# EXERCISE OBJECTIVE
Output the entries exactly. Start at the first line, finish with the line containing "function drawText(font, color, halo, rows, align", and omit the pictures.

##### DATA IN THIS EXERCISE

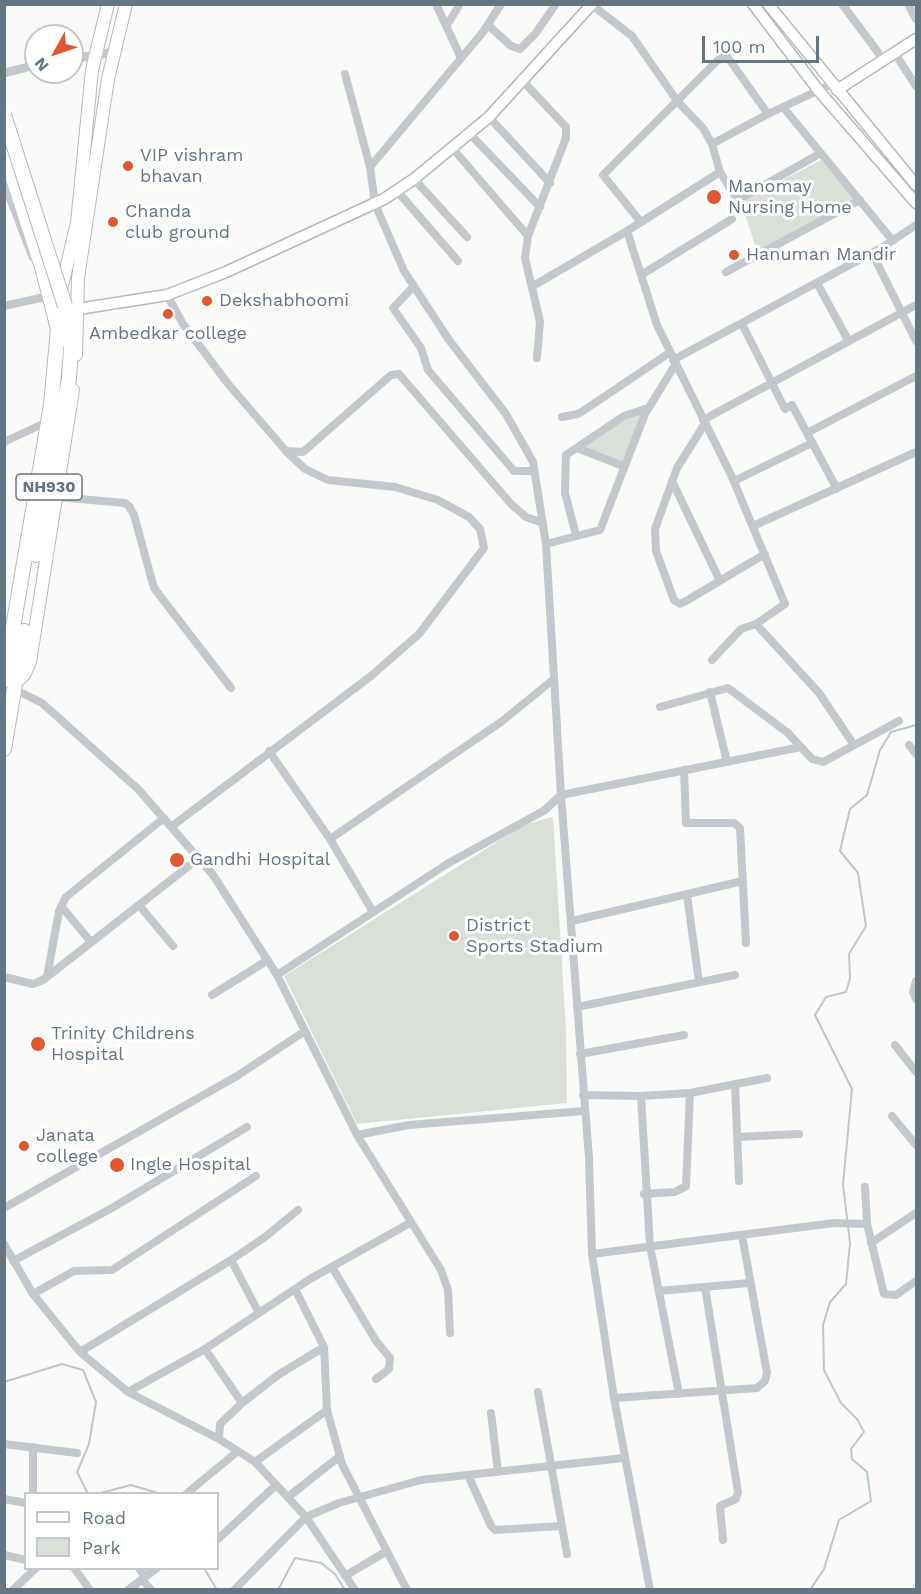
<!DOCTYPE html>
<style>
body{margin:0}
#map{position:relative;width:921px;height:1594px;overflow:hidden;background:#fafaf8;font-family:"Work Sans",sans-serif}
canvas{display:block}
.frame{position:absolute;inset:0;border:6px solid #657683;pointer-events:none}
.legend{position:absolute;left:24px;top:1492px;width:195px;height:78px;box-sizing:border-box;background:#fff;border:2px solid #c1c8cd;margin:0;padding:8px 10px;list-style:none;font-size:18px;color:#657683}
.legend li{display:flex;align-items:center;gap:12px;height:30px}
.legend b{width:30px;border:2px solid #c1c8cd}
.north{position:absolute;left:24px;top:24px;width:60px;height:60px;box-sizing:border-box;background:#fff;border:2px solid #c1c8cd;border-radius:50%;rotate:230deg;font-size:16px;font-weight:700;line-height:24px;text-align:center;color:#657683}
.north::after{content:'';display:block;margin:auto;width:21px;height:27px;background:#e4572e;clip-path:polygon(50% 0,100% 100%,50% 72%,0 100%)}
.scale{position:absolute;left:702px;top:36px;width:117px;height:27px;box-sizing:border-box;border:3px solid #657683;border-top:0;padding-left:8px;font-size:18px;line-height:21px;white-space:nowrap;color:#657683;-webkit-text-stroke:4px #fff;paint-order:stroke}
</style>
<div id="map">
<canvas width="921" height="1594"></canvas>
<div class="frame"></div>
<ul class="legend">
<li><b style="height:8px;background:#fff"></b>Road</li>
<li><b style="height:16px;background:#dadfd7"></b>Park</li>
</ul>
<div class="north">N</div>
<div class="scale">100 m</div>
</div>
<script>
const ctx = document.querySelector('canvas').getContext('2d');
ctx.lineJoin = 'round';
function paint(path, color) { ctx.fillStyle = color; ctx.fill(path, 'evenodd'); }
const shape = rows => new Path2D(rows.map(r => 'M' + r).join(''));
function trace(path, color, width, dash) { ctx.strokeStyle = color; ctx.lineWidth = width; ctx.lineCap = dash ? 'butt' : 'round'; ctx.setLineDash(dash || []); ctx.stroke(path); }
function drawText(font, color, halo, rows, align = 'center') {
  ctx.font = font + ' "Work Sans",sans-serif'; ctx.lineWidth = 6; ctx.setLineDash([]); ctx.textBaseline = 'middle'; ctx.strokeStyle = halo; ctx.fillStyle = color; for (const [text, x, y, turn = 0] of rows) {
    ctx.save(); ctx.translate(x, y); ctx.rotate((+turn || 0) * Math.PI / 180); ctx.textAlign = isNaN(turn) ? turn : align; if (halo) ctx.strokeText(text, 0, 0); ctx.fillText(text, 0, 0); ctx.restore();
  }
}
const green = shape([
 [821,160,856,200,757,251,741,202],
 [643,412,622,463,583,448,627,418],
 [553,817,566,1030,567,1103,357,1124,284,976,524,825]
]);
const stream = shape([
 [4,1382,62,1364,83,1370,96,1402,89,1444,77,1472,88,1494],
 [97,1494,131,1485,161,1494],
 [204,1568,217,1590],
 [278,1590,295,1558,321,1563,335,1574,345,1590],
 [810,1590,824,1569,839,1520,871,1501,867,1472,852,1459,851,1449,864,1432,857,1419,841,1403,824,1370,823,1325,830,1302,846,1284,850,1243,843,1185,852,1089,815,1015,826,997,846,992,850,978,849,954,866,926,858,873,840,851,850,809,867,795,880,750,891,732,916,725]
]);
const minor = shape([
 [436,4,461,58],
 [842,4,883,59],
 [908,4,916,19],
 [592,5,632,36,678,102,703,128,712,144,720,172,735,196,745,196,821,153],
 [447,25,460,4],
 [488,25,511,46,520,49,535,34,556,4],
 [894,52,916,86],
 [345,74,370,167,375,204,404,271,449,340,506,414,533,462,546,544,561,795,589,1158,592,1254,614,1398,650,1590],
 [521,79,566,127,566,138,528,236,525,258,540,322,537,358],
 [783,107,893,241],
 [489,117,550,183],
 [469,133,540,207],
 [712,144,768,114,832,84],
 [453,149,528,236],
 [370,167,483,32,501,4],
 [414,179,467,237],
 [397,191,458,261],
 [640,221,603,175,717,61,726,55,768,114],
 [872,253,916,341],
 [726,272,860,200],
 [641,275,732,219],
 [817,283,848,340],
 [414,286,393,308,421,348,428,370,514,471,534,471],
 [533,286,627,231],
 [167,295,183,324,229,385,286,451,303,452,391,375,399,374,511,504,526,517,543,523],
 [4,306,49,296],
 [742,324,785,409,792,405,837,489],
 [673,360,883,247,916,225],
 [562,417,578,414,589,407,669,353],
 [703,420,916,305],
 [704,425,677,468,655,529,656,551,674,600,680,604,686,601,765,554],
 [807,433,916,376],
 [4,442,49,421],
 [577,448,623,466],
 [672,481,720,581],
 [734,481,812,443],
 [57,497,125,503,129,506,134,515,154,588,231,688],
 [753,526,916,452],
 [576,535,565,493,566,455,624,416,648,408],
 [546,544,600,530,645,414,675,365],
 [756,624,819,693,854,745],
 [712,660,741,629,756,624,785,604,732,477,657,325,627,231,720,172],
 [14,689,42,703,138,789,213,875,277,975,357,1135,409,1125,584,1111],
 [710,692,727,762],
 [660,707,728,688,788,733,812,759,823,762,899,721],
 [909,745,916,754],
 [269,751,330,839,373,912],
 [684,770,686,823,734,823,740,828,746,943],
 [171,827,371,676,419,634,484,548,480,529,469,517,438,500,395,487,328,480,305,469,286,451],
 [330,839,501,722,554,679],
 [687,895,699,982],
 [139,905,173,946],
 [61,906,91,942],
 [572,921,743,881],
 [277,975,447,864,545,810,561,795,801,747],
 [4,977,33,984,43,980,199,858],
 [47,977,59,911,66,897,164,818],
 [916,981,913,992,916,999],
 [212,995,268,960],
 [577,1007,735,975],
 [895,1045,916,1072],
 [580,1054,684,1035],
 [735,1084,739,1181],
 [583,1095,641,1096,690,1093,767,1078],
 [641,1096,650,1246,679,1394],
 [892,1116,916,1145],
 [357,1135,441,1270,448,1290,450,1333],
 [738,1137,799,1134],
 [865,1187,867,1224,884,1294,896,1295,916,1281],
 [644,1194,675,1192,686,1186,690,1093],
 [4,1208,237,1076,305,1031],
 [871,1243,916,1213],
 [4,1244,33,1294,80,1352,128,1392,205,1349,242,1403,220,1424,219,1439,255,1462,306,1517,339,1503,421,1480,624,1458],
 [592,1254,834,1223,867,1224],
 [231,1260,259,1313],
 [13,1261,112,1208,247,1127],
 [332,1267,376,1341,390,1358,389,1369,376,1379],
 [705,1287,738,1492,736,1499,720,1506,723,1540],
 [295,1289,324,1347,327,1410,342,1464,407,1590],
 [659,1291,749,1283],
 [33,1294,74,1271,112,1270,256,1176],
 [205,1349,310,1279,410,1223],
 [80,1352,231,1260,265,1237,298,1210],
 [128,1392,219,1439],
 [538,1392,567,1554],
 [614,1398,757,1388,765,1381,767,1373,742,1235],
 [242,1403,278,1375,324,1347],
 [491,1413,498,1472],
 [4,1444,77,1453],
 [255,1462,327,1410],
 [468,1475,491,1526,495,1530,561,1526],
 [33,1494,33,1447],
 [186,1494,238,1451],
 [288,1497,340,1456],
 [4,1499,26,1503],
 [218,1539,276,1485],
 [4,1555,26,1560],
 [74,1568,90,1590],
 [139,1568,145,1577],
 [345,1576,387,1551],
 [142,1579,151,1590],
 [13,1590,36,1568],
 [128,1590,157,1568],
 [234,1590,306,1517,355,1590]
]);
const tertiary = shape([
 [72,59,114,52],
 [4,73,36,65],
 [4,181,33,257]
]);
const secondary = shape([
 [753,4,819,91,916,203],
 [768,4,916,185],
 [837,90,916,39],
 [78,309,167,295,226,272,384,199,414,179,489,117,592,4]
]);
const primary = shape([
 [60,294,77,223,92,70,108,4],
 [76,355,78,278,108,79,126,4],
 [15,683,24,675,30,662,73,390]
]);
const trunk = shape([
 [4,151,42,267,58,329,51,405,4,680],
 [36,555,69,379,71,347,65,306],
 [4,749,24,631]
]);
const trunkBridge = shape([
 [4,115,65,306]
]);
const markers = [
 [128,166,6,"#e4572e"],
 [714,197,8,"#e4572e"],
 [113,222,6,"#e4572e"],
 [734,255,6,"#e4572e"],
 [207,301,6,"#e4572e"],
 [168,314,6,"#e4572e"],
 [177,860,8,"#e4572e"],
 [454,936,6,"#e4572e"],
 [38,1044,8,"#e4572e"],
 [24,1146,6,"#e4572e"],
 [117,1165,8,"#e4572e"]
];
const shields = [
 [49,487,66]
];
const shieldNames = [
 ["NH930",49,487]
];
const poiNames = [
 ["VIP vishram",140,156],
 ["bhavan",140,177],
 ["Manomay",728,187],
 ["Nursing Home",728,208],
 ["Chanda",125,212],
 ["club ground",125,233],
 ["Hanuman Mandir",746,255],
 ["Dekshabhoomi",219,301],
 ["Ambedkar college",168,334,"center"],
 ["Gandhi Hospital",190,860],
 ["District",466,926],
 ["Sports Stadium",466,947],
 ["Trinity Childrens",51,1034],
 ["Hospital",51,1055],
 ["Janata",36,1136],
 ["college",36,1157],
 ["Ingle Hospital",130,1165]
];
paint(green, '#dadfd7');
trace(stream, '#bbc7cb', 2);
trace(secondary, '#b3babf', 13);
trace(primary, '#b5babe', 14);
trace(trunk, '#b4b9bd', 16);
trace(minor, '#c3c8cc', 8);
trace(tertiary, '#c3c8cc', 9);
trace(secondary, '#fff', 10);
trace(primary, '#fff', 12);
trace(trunk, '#fff', 14);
trace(trunkBridge, '#b4b9bd', 16, []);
trace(trunkBridge, '#fff', 14);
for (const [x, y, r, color] of markers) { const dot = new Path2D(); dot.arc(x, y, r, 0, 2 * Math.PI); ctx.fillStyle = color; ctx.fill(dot); trace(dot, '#fff', 2); }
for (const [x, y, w] of shields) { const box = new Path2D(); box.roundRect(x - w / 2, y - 13, w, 26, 4.5); ctx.fillStyle = '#fff'; ctx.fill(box); trace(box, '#657683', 1.5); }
drawText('bold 16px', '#657683', null, shieldNames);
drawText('18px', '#657683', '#fff', poiNames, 'left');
</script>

##########

# TASK RESULT
<!DOCTYPE html>
<style>
body{margin:0}
#map{position:relative;width:921px;height:1594px;overflow:hidden;background:#fafaf8;font-family:"Work Sans",sans-serif}
canvas{display:block}
.frame{position:absolute;inset:0;border:6px solid #657683;pointer-events:none}
.legend{position:absolute;left:24px;top:1492px;width:195px;height:78px;box-sizing:border-box;background:#fff;border:2px solid #c1c8cd;margin:0;padding:8px 10px;list-style:none;font-size:18px;color:#657683}
.legend li{display:flex;align-items:center;gap:12px;height:30px}
.legend b{width:30px;border:2px solid #c1c8cd}
.north{position:absolute;left:24px;top:24px;width:60px;height:60px;box-sizing:border-box;background:#fff;border:2px solid #c1c8cd;border-radius:50%;rotate:230deg;font-size:16px;font-weight:700;line-height:24px;text-align:center;color:#657683}
.north::after{content:'';display:block;margin:auto;width:21px;height:27px;background:#e4572e;clip-path:polygon(50% 0,100% 100%,50% 72%,0 100%)}
.scale{position:absolute;left:702px;top:36px;width:117px;height:27px;box-sizing:border-box;border:3px solid #657683;border-top:0;padding-left:8px;font-size:18px;line-height:21px;white-space:nowrap;color:#657683;-webkit-text-stroke:4px #fff;paint-order:stroke}
</style>
<div id="map">
<canvas width="921" height="1594"></canvas>
<div class="frame"></div>
<ul class="legend">
<li><b style="height:8px;background:#fff"></b>Road</li>
<li><b style="height:16px;background:#dadfd7"></b>Park</li>
</ul>
<div class="north">N</div>
<div class="scale">100 m</div>
</div>
<script>
const ctx = document.querySelector('canvas').getContext('2d');
ctx.lineJoin = 'round';
function paint(path, color) { ctx.fillStyle = color; ctx.fill(path, 'evenodd'); }
const shape = rows => new Path2D(rows.map(r => 'M' + r).join(''));
function trace(path, color, width, dash) { ctx.strokeStyle = color; ctx.lineWidth = width; ctx.lineCap = dash ? 'butt' : 'round'; ctx.setLineDash(dash || []); ctx.stroke(path); }
function drawText(font, color, halo, rows, align = 'center') {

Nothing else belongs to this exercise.